Kasese, Uganda – May 23, 2025. In a stunning political upset that has sent shockwaves through the Kasese district NRM ranks, former Defence Minister and current Makerere University Chancellor, Prof. Chrispus Kiyonga, was crushed at the ballot box today by none other than James Mbahimba, the once-humble diplomat who returned home to rewrite history.
Final results:
James Mbahimba – 948 votes
Chrispus Kiyonga – 519 votes
Festo Kajura – 04 votes (yes, you read that right)
Kiyonga, the man whose name once commanded awe from Bwera to the hills of Kyalhumba, has fallen from grace like a lion dethroned in the wild.

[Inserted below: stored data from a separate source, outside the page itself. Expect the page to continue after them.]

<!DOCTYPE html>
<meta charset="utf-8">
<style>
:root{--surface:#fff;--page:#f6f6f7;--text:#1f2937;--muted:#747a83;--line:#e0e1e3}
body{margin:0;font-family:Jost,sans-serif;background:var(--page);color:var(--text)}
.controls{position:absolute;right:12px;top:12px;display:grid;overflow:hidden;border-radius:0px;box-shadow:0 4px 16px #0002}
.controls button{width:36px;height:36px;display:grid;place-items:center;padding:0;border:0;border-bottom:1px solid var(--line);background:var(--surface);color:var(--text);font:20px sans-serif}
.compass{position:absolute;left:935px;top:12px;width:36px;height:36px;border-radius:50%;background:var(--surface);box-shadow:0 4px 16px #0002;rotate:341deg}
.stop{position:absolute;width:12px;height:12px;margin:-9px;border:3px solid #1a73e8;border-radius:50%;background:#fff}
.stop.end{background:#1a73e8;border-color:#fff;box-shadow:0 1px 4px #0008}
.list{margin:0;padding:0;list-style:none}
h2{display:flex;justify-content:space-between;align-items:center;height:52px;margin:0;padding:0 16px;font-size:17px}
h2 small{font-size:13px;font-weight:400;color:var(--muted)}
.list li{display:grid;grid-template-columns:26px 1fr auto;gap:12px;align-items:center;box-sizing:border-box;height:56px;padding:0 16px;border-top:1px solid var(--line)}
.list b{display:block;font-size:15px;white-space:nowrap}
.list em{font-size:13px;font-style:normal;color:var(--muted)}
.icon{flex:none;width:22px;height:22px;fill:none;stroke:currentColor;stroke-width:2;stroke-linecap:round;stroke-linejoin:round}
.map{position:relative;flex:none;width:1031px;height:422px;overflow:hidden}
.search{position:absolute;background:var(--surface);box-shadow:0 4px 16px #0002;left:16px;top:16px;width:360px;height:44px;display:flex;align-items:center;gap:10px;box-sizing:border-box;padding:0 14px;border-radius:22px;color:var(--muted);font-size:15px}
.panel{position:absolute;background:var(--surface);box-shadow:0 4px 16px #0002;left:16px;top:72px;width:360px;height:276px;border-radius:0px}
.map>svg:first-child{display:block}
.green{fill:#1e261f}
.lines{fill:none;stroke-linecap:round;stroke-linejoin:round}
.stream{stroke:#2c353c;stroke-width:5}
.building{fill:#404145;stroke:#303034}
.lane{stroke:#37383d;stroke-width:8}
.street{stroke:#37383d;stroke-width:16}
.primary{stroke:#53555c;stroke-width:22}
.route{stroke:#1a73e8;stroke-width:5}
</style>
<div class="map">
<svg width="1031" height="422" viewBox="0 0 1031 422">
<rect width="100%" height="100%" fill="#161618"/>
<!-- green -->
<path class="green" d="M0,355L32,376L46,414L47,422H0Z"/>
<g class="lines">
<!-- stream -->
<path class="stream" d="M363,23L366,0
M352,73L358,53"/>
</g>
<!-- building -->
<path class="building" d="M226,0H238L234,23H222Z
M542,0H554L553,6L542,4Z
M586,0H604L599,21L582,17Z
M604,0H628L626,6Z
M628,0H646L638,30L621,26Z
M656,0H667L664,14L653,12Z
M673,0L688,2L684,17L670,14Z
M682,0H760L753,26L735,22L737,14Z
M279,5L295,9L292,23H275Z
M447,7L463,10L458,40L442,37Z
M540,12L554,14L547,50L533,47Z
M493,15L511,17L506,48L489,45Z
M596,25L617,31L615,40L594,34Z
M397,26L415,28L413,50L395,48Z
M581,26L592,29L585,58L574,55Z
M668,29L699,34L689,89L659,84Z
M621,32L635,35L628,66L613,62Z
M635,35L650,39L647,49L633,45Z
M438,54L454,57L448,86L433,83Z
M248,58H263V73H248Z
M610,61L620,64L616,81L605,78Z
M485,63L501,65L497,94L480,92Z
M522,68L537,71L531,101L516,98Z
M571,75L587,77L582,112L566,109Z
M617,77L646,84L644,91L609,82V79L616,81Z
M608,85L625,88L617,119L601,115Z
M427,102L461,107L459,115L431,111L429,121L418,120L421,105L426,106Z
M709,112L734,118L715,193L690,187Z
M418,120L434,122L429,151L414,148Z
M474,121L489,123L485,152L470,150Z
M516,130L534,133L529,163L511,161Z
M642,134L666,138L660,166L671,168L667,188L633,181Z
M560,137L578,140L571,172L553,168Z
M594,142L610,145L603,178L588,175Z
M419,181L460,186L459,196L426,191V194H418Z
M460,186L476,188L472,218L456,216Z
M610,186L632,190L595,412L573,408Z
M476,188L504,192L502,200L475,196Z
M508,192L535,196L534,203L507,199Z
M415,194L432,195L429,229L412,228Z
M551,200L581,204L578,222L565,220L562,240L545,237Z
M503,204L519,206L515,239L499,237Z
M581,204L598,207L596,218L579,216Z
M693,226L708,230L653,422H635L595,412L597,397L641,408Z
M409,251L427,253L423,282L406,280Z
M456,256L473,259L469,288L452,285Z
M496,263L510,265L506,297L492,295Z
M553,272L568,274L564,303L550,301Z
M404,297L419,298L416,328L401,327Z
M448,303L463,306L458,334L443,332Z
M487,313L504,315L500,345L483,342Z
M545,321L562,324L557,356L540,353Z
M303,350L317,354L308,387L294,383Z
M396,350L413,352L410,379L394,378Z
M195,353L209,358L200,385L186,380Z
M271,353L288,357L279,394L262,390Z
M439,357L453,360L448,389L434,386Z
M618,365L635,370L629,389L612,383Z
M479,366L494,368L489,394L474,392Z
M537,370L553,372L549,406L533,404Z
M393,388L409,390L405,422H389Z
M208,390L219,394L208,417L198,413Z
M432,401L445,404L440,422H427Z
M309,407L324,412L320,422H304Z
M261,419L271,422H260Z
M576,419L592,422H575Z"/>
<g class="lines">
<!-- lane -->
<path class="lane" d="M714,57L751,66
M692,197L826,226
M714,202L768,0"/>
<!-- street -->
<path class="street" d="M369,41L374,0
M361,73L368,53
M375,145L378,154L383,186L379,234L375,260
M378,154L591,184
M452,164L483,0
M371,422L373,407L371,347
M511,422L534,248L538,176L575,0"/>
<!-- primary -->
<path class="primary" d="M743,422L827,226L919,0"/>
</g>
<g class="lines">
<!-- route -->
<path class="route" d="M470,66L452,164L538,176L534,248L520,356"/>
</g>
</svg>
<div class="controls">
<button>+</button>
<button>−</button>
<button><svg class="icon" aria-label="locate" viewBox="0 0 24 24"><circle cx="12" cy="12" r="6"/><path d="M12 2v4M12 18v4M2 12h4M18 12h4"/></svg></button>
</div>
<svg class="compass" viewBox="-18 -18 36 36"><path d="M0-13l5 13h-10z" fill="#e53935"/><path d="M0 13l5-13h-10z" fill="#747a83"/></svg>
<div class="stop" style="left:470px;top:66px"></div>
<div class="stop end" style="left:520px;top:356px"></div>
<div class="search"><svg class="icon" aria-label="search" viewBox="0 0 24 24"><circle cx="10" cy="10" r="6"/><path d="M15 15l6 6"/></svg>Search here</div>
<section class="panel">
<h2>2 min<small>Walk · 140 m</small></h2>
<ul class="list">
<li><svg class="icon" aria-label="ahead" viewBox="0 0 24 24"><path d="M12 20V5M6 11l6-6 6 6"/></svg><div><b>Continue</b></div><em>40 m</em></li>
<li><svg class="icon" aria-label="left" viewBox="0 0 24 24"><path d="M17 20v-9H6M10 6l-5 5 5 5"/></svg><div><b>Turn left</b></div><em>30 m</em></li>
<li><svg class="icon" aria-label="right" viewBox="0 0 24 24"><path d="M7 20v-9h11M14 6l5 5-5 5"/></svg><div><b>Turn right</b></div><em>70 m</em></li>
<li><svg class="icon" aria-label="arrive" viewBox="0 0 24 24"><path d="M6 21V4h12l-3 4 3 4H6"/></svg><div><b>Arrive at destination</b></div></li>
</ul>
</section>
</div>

Today, the NRM party supporters from Kasese delivered a deafening message: the crown is not inherited, it must be earned.
“Kiyonga has been absent too long,” one voter said. “Mbahimba never left us.”
The Beginning of the End
This fall didn’t start today—it began quietly in 2016 when Kiyonga shockingly lost his Bukonzo West seat to an FDC candidate. It was a loss many dismissed as a fluke, a one-time glitch in the matrix of Kiyonga’s dominance. But insiders whispered a different truth, he was losing touch.
That year marked a turning point. While Kiyonga took up diplomatic roles abroad, the ground back home shifted. Markets changed. Local leaders rose. The people cried out—but the Chancellor was silent.
Meanwhile, Mbahimba, the former ambassador to the DRC, was back. Low-key. Calculating. Grassroots-focused. While Kiyonga was seen in conference halls and global summits, Mbahimba was at burials, fundraisers, and boda-boda stages, quietly rebuilding his base.
2024: The Smiling Assassin Returns
By the time the primaries loomed in 2025, Kiyonga appeared confident—perhaps too confident. He spoke of legacy, of history, of battles fought decades ago.
But the NRM voters were looking at today—and today, they saw a different warrior.
Mbahimba’s campaign was sleek but grounded. No big speeches. No grandstanding. Just relentless mobilization and whispered promises: “I never left you, and I never will.”
The Fall
When the final vote count came in, Kiyonga sat stone-faced. 519 votes. A respectable number—but far from enough to match Mbahimba’s thunderous 948.
Gone was the ministerial swagger. Gone was the academic gravitas. In its place stood a man who once ruled Kasese, now watching as party members marched past him, banners high, drums rolling.